La investigación de Rodolfo Walsh, Operación Masacre , reveló el fundamento represor y antiobrero de la llamada Revolución Libertadora. Además de la Iglesia y la Acción Católica, buena parte de las elites políticas e intelectuales apoyaron el golpe que derrocó a Perón y que llevó a la presidencia al general Lonardi y luego al general Aramburu. Walsh mismo no la condenó en un principio. Su hermano Carlos fue uno de los aviadores navales que intervinieron en el bombardeo.

Operación Masacre transformó la vida y la escritura de Walsh, que jugaba al ajedrez la noche que estalló la revuelta peronista y fue testigo de los tiroteos en la ciudad de La Plata. Al llegar a su casa, relata Walsh en el libro, «oí morir a un conscripto en la calle y ese hombre no dijo: ‘Viva la patria’ sino que dijo: ‘No me dejen solo, hijos de puta’».

El episodio lo impacta pero no lo arrastra: «Tengo demasiado para una sola noche. Valle no me interesa. Perón no me interesa, la revolución no me interesa. ¿Puedo volver al ajedrez?».

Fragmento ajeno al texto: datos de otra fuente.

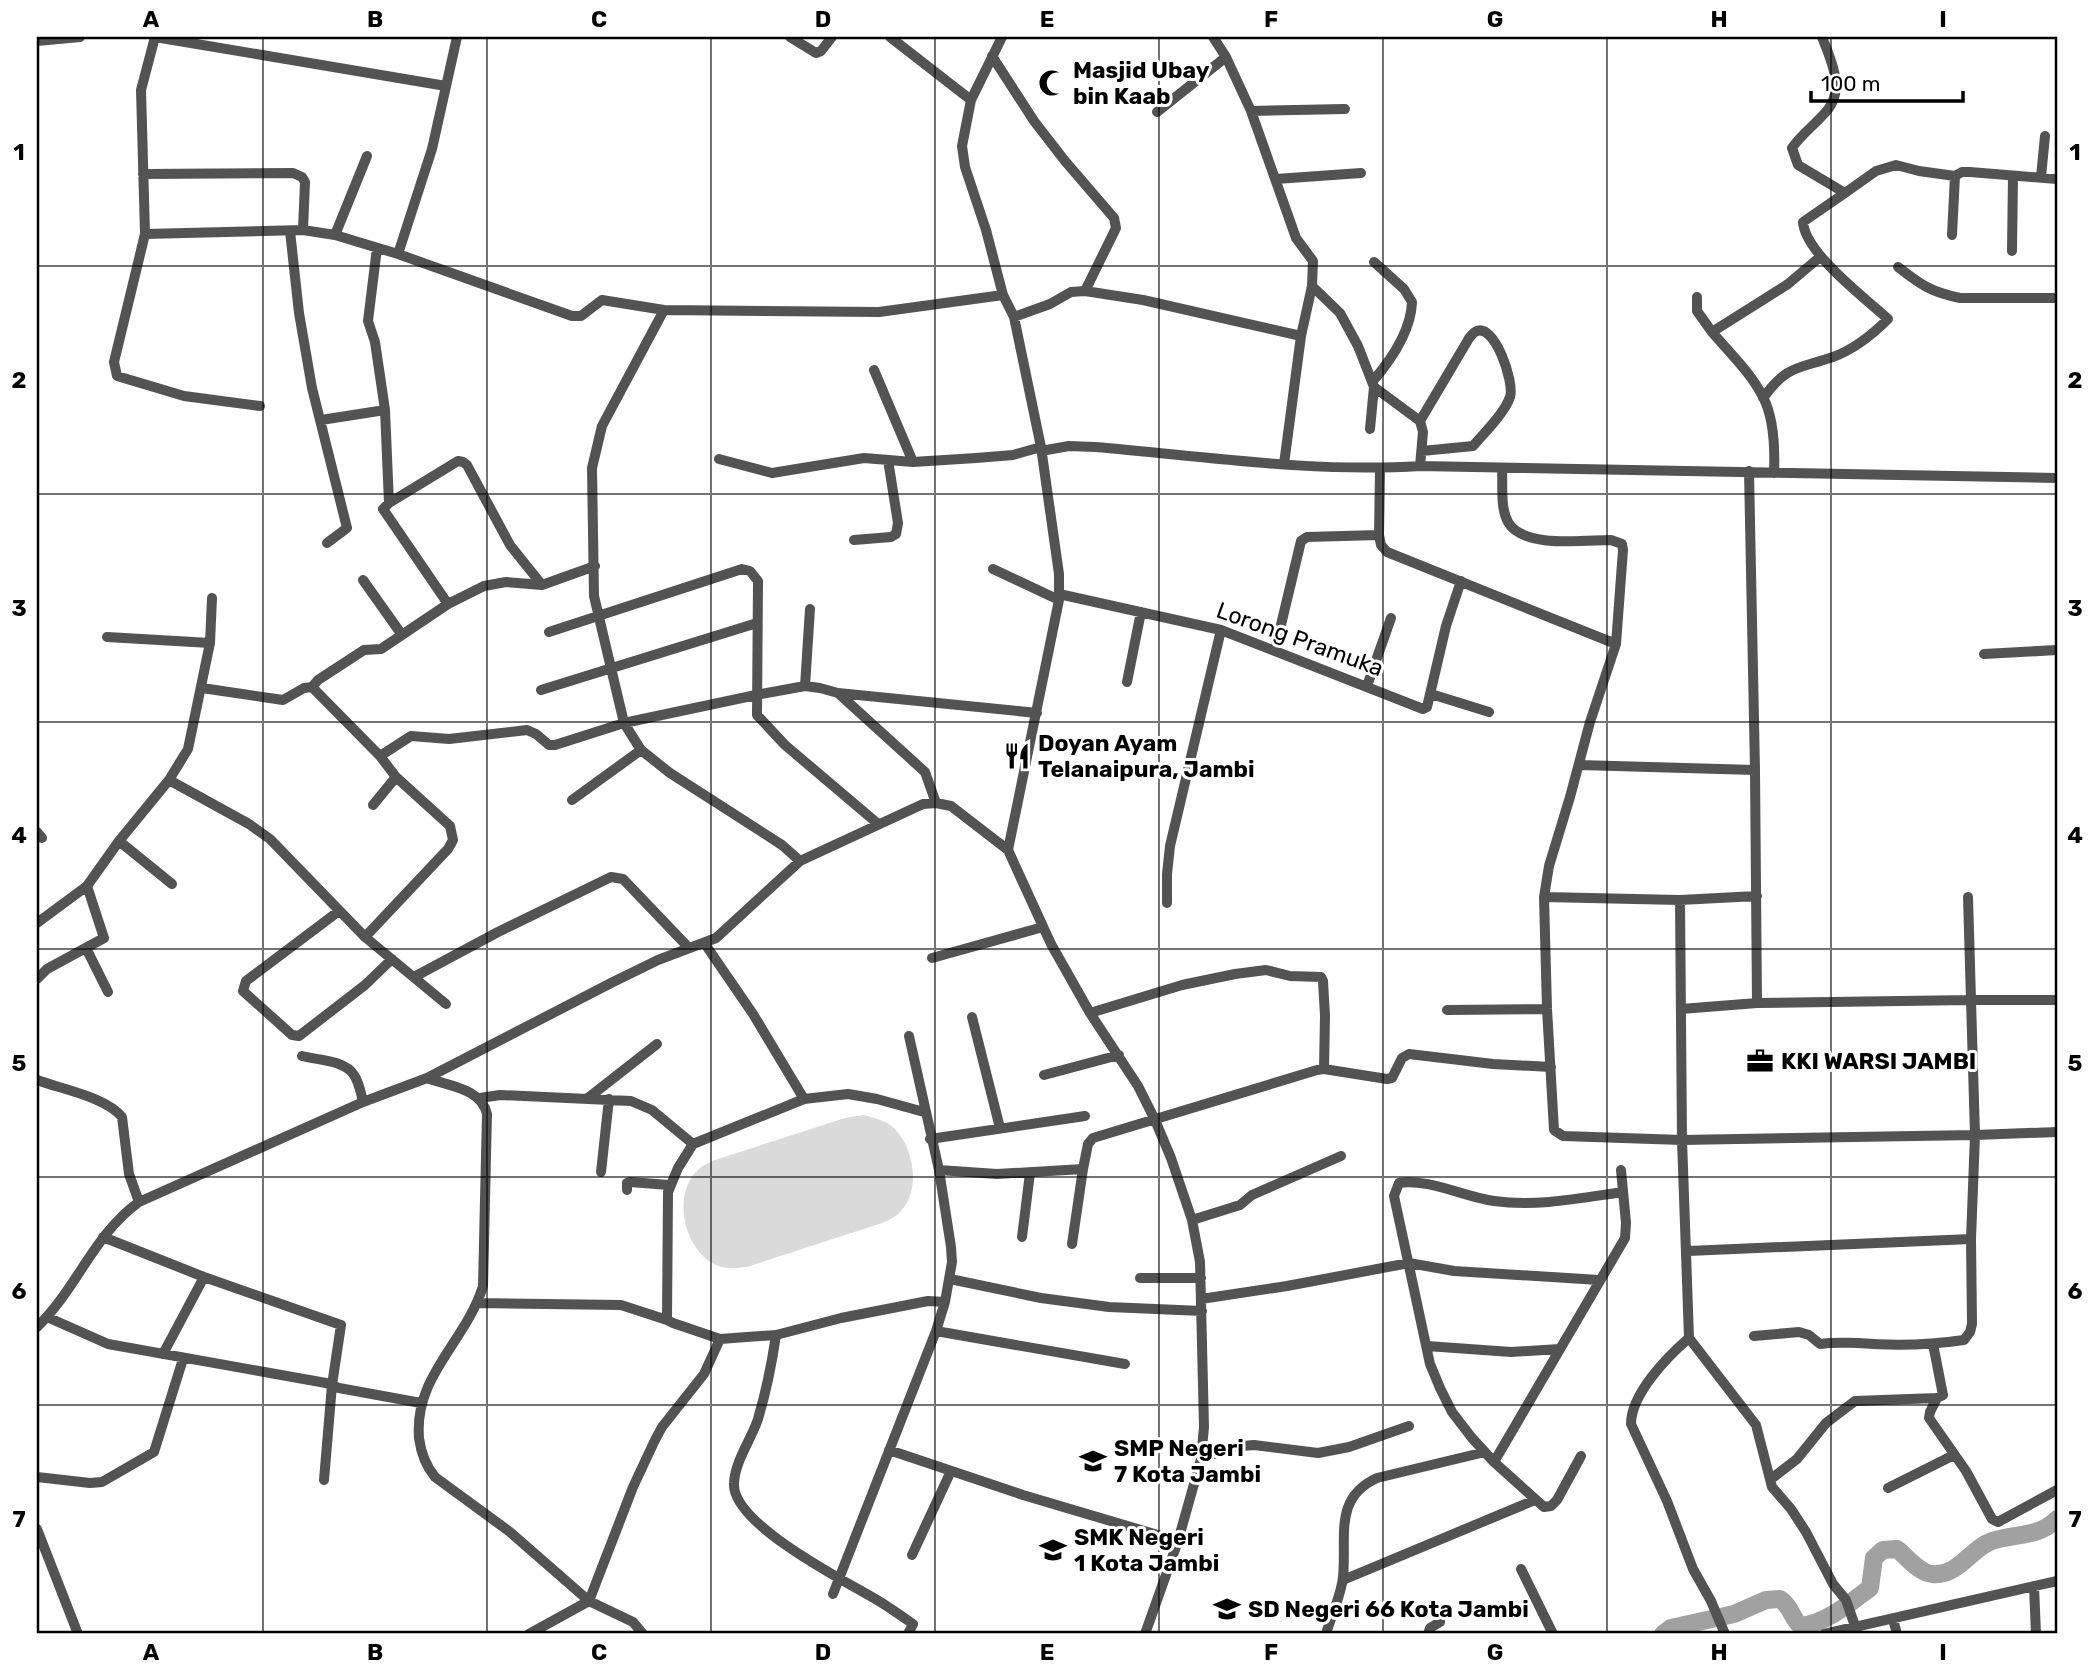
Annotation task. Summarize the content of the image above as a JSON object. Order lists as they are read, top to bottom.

La situación se transforma unos seis meses después: «Una noche asfixiante de verano, frente a un vaso de cerveza, un hombre me dice: ‘Hay un fusilado que vive’. No sé qué es lo que consigue atraerme en esa historia difusa, lejana, erizada de improbabilidades. No sé por qué pido hablar con ese hombre, por qué estoy hablando con Juan Carlos Livraga». Y entonces sí, sufrirá una mutación intensa. Él mismo lo cuenta: «Ahora, durante casi un año no pensaré en otra cosa, abandonaré mi casa y mi trabajo, me llamaré Francisco Freyre, tendré una cédula falsa con ese nombre, un amigo me prestará una casa en el Tigre, durante dos meses viviré en un helado rancho de Merlo, llevaré conmigo un revólver».

Esa transformación será literaria y también política. La investigación conduce a un desengaño con lo que alguna vez fue su oficio de escritor, y a una desilusión con las instituciones que dicen impartir justicia así como con el sistema político que se autodenomina democrático. Su mutación política será gradual y lo acercará al peronismo al mismo tiempo que irá definiendo su actitud revolucionaria.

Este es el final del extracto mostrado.